In all, nice work for 9 hoursThanks. :D I'm not a complete newbie, I work as a contractor doing some similar stuff, and worked on this in sections of split time. I missed tons of things between days and ended up cleaning up numerous times. I'll tackle a few of these things tonight/tomorrow, so thanks for testing them.

SQL/HTML are both neutered by the same function call; I made a simple "doctorStr" function that escapes and makes strings safe. Post length in the DB is 65K (word) characters.

Robert Kosek
22-06-2007, 01:34 PM
Thanks Traveler, got those squared away now. Usernames and passwords cannot be blank now, change password is working, and a few other minor cleanups I noticed while browsing through my source again.

Now to give you a name via my database terminal. :P

Traveler
22-06-2007, 03:41 PM
No problem. Glad I could help in some way :)

Angelo
22-06-2007, 04:47 PM
Nicely done Robert.

I've got a few questions/hints/tips,

1. What do you exactly mean by this?
"Secure against most types of web attacks."

2. I'm not sure if this is relevant for your script, but please make sure that sql injections such as "0.1,tablefield=value" can not be done.

3. Try to create all your queries on top of the page. Not certain if you are/aren't doing this yet.

4. Make your site xhtml valid, you should standardize this for every website/script/code you create. http://validator.w3.org/check?uri=http%3A%2F%2Frkosek.userworld.com%2Fblog %2F

5. Make your code that it validates whether the server posted or not, if you will not do this, I will be able to run forms from my pc into your database.

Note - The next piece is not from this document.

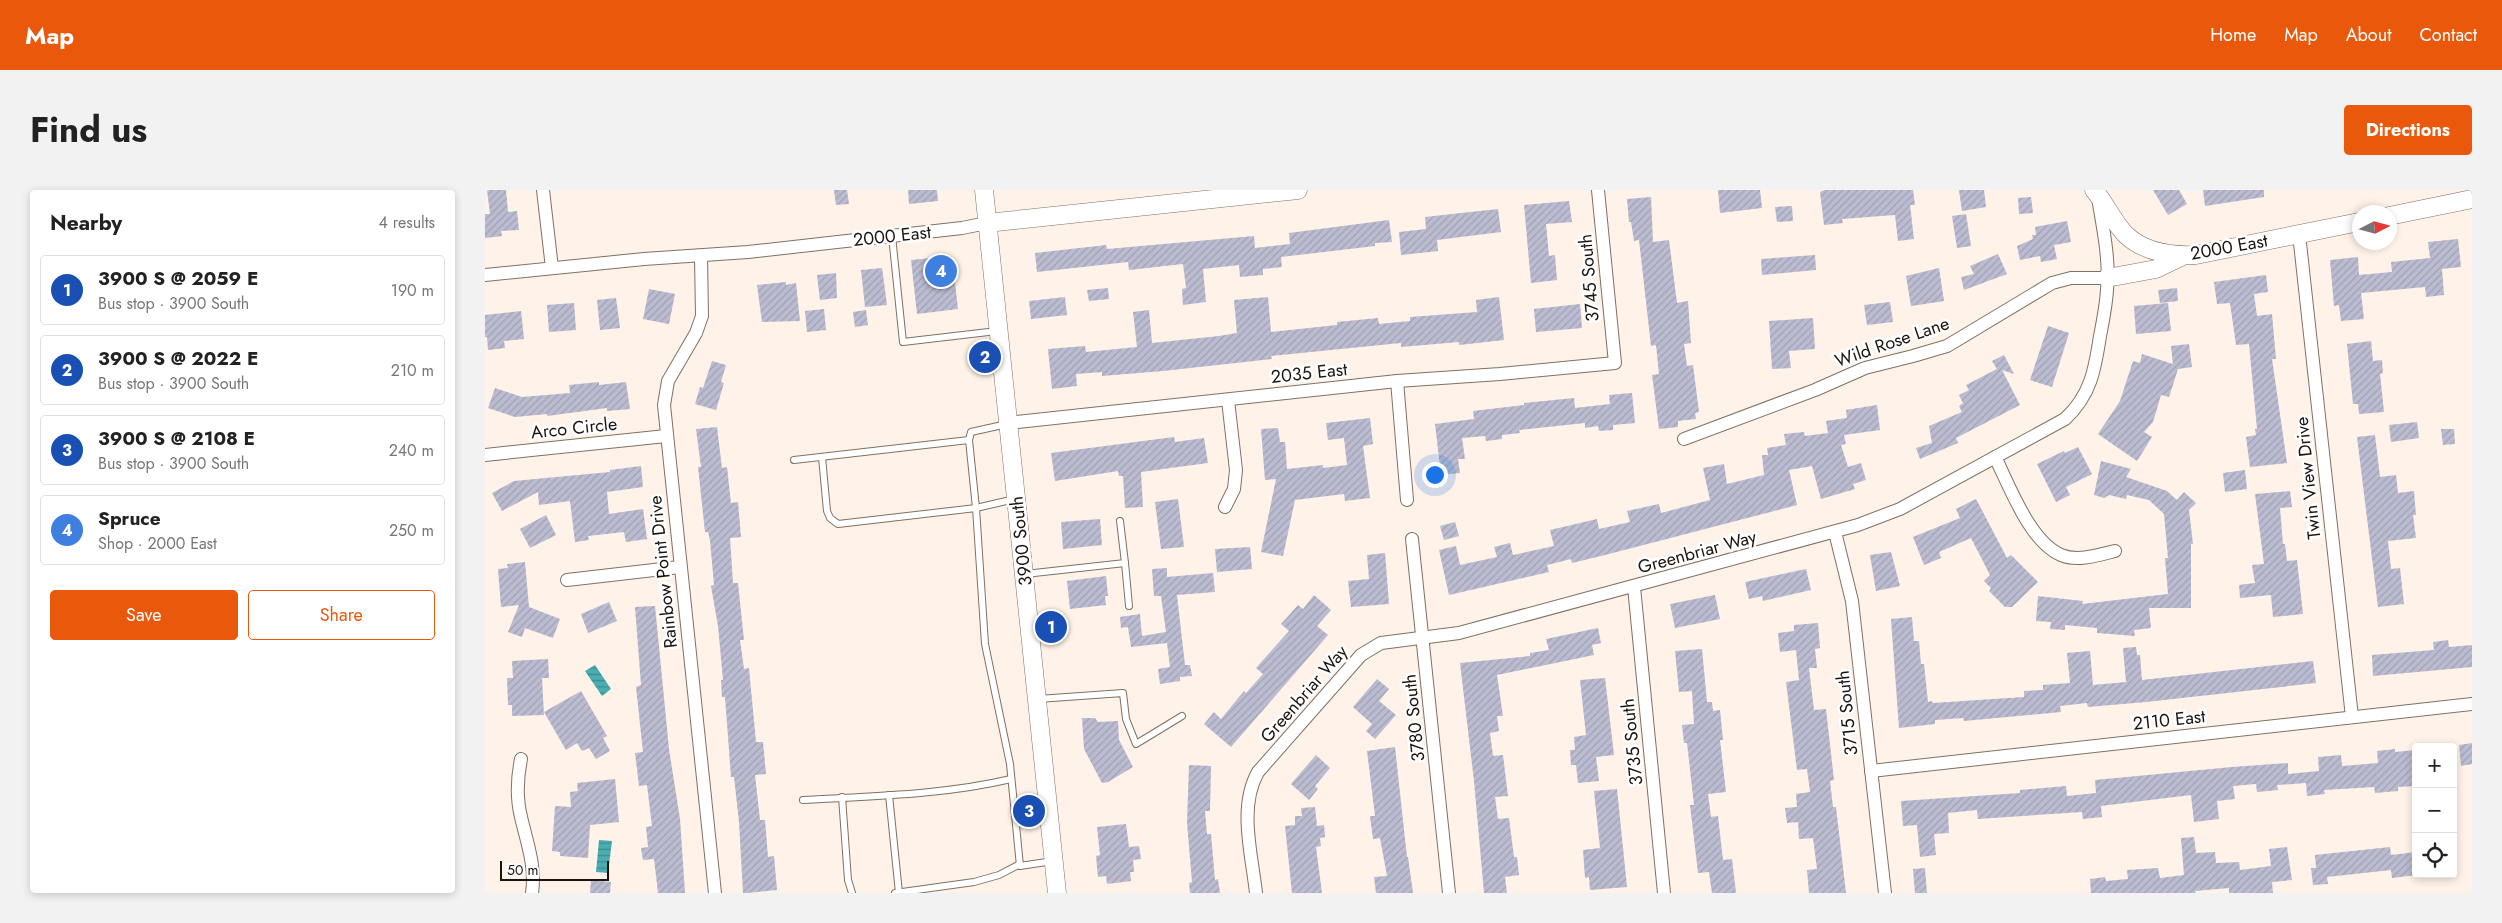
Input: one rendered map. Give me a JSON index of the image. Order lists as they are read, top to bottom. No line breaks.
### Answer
{"streets":{"street":["2000 East","3745 South","Wild Rose Lane","2035 East","Arco Circle","Twin View Drive","3900 South","Greenbriar Way","Rainbow Point Drive","3715 South","3780 South","2110 East","3735 South"]},"crossings":[["2000 East","Twin View Drive"],["2000 East","3900 South"],["2000 East","Greenbriar Way"],["2000 East","Rainbow Point Drive"],["3745 South","2035 East"],["Wild Rose Lane","Greenbriar Way"],["2035 East","3900 South"],["Arco Circle","Rainbow Point Drive"],["Twin View Drive","2110 East"],["Greenbriar Way","3715 South"],["Greenbriar Way","3780 South"],["Greenbriar Way","3735 South"],["3715 South","2110 East"]],"scale_bar":"50 m","north":"right","page":{"header":"Map","nav":["Home","Map","About","Contact"],"title":"Find us","buttons":["Directions",["Save","Share"]],"heading":["Nearby","4 results"],"pins":["4","2","1","3"],"list":[{"mark":"1","name":"3900 S @ 2059 E","note":"Bus stop · 3900 South","value":"190 m"},{"mark":"2","name":"3900 S @ 2022 E","note":"Bus stop · 3900 South","value":"210 m"},{"mark":"3","name":"3900 S @ 2108 E","note":"Bus stop · 3900 South","value":"240 m"},{"mark":"4","name":"Spruce","note":"Shop · 2000 East","value":"250 m"}],"map_buttons":["+","−"],"scale":"50 m"}}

Further, keep up the good work :D

If you'd like to know any information about anything, you can ask me ;)

Robert Kosek
22-06-2007, 08:42 PM
4. Make your site xhtml valid, you should standardize this for every website/script/code you create. http://validator.w3.org/check?uri=http%3A%2F%2Frkosek.userworld.com%2Fblog %2F If you ignore the count, it came down to a mere two errors in the code; two missing closing tags causing problems and a missing type declaration in the style tag. Not bad for entirely unvalidated -- I haven't had time for that. The other errors are characters from Traveler's lengthy post, ones that aren't valid SGML, which I don't know how to enforce. Unless you know a simple check or encoding type I don't have the time to hunt down a validation fix.

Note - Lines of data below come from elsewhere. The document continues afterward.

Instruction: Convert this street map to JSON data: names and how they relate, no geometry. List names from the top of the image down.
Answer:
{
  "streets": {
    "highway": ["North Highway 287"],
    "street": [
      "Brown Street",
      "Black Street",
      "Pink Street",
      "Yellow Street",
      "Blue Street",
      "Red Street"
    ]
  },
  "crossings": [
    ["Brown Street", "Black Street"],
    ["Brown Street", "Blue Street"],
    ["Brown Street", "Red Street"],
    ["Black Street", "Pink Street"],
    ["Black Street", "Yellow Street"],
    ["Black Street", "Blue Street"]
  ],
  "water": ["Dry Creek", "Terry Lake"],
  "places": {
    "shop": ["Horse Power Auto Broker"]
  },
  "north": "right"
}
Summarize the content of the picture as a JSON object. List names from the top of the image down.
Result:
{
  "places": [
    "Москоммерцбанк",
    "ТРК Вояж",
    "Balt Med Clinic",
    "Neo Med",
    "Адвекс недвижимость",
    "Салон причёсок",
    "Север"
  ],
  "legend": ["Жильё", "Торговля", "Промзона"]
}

1. What do you exactly mean by this?
"Secure against most types of web attacks."

2. I'm not sure if this is relevant for your script, but please make sure that sql injections such as "0.1,tablefield=value" can not be done. The first is answered with the second. XSS (cross site scripting), SQL Injection, remote posting (IE, remote hacking of the site by posting), and spambot protection. All in one, and half obscured. I have tested SQL injections and they fail.

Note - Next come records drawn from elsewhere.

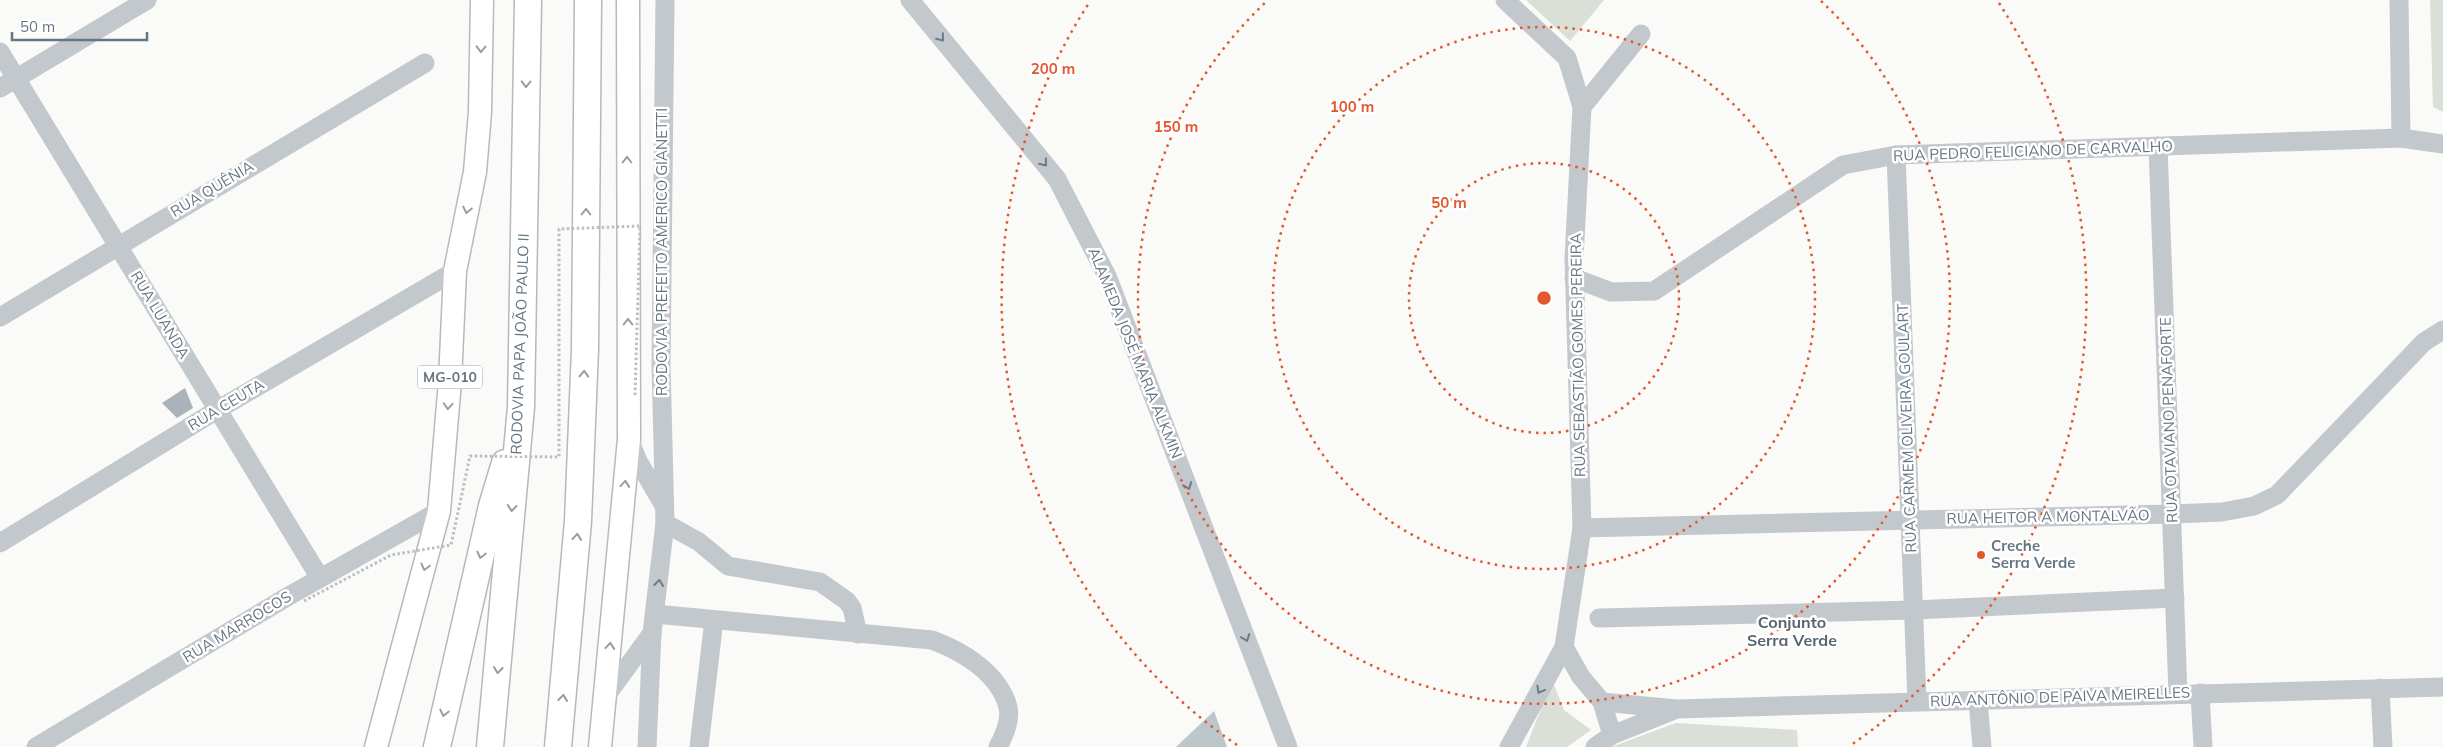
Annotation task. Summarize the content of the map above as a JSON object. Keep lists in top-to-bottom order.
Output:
{
  "streets": {
    "highway": ["RODOVIA PAPA JOÃO PAULO II"],
    "main road": ["MG-010"],
    "street": [
      "RUA PEDRO FELICIANO DE CARVALHO",
      "RUA QUÊNIA",
      "RODOVIA PREFEITO AMERICO GIANETTI",
      "RUA LUANDA",
      "ALAMEDA JOSÉ MARIA ALKMIN",
      "RUA SEBASTIÃO GOMES PEREIRA",
      "RUA CEUTA",
      "RUA OTAVIANO PENAFORTE",
      "RUA CARMEM OLIVEIRA GOULART",
      "RUA HEITOR A MONTALVÃO",
      "RUA MARROCOS",
      "RUA ANTÔNIO DE PAIVA MEIRELLES"
    ]
  },
  "crossings": [
    ["RUA PEDRO FELICIANO DE CARVALHO", "RUA SEBASTIÃO GOMES PEREIRA"],
    ["RUA PEDRO FELICIANO DE CARVALHO", "RUA OTAVIANO PENAFORTE"],
    ["RUA PEDRO FELICIANO DE CARVALHO", "RUA CARMEM OLIVEIRA GOULART"],
    ["RUA QUÊNIA", "RUA LUANDA"],
    ["RUA LUANDA", "RUA CEUTA"],
    ["RUA LUANDA", "RUA MARROCOS"],
    ["RUA SEBASTIÃO GOMES PEREIRA", "RUA HEITOR A MONTALVÃO"],
    ["MG-010", "RUA CEUTA"],
    ["MG-010", "RUA MARROCOS"],
    ["RUA OTAVIANO PENAFORTE", "RUA HEITOR A MONTALVÃO"],
    ["RUA OTAVIANO PENAFORTE", "RUA ANTÔNIO DE PAIVA MEIRELLES"],
    ["RUA CARMEM OLIVEIRA GOULART", "RUA HEITOR A MONTALVÃO"],
    ["RUA CARMEM OLIVEIRA GOULART", "RUA ANTÔNIO DE PAIVA MEIRELLES"]
  ],
  "one_way": ["ALAMEDA JOSÉ MARIA ALKMIN"],
  "districts": ["Conjunto Serra Verde"],
  "places": ["Creche Serra Verde"],
  "scale_bar": "50 m",
  "rings": [
    "200 m",
    "100 m",
    "150 m",
    "50 m"
  ]
}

3. Try to create all your queries on top of the page. Not certain if you are/aren't doing this yet. Queries are done in the midst of generation. For the time being I don't have time to realign everything. I overshot my objectives by a great distance, and what could have taken 2 hours to complete I turned into something complete in 9; I wasn't exactly supposed to put full functionality together yet.


5. Make your code that it validates whether the server posted or not, if you will not do this, I will be able to run forms from my pc into your database. Go ahead and try it. :D A blind post will get you nowhere. That would could as a potential attack in brute force entry; the only thing you could accomplish at this point (due to not implementing an IP ban) would be a DDoS attack by flood-posting.

Thanks for the comments and the offer. I'm not entirely new to this and it isn't my first time working with databases, but a piece of paper saying "yes I can" will make potential employers happier ... so I have started taking small classes for certification by O'Reilly.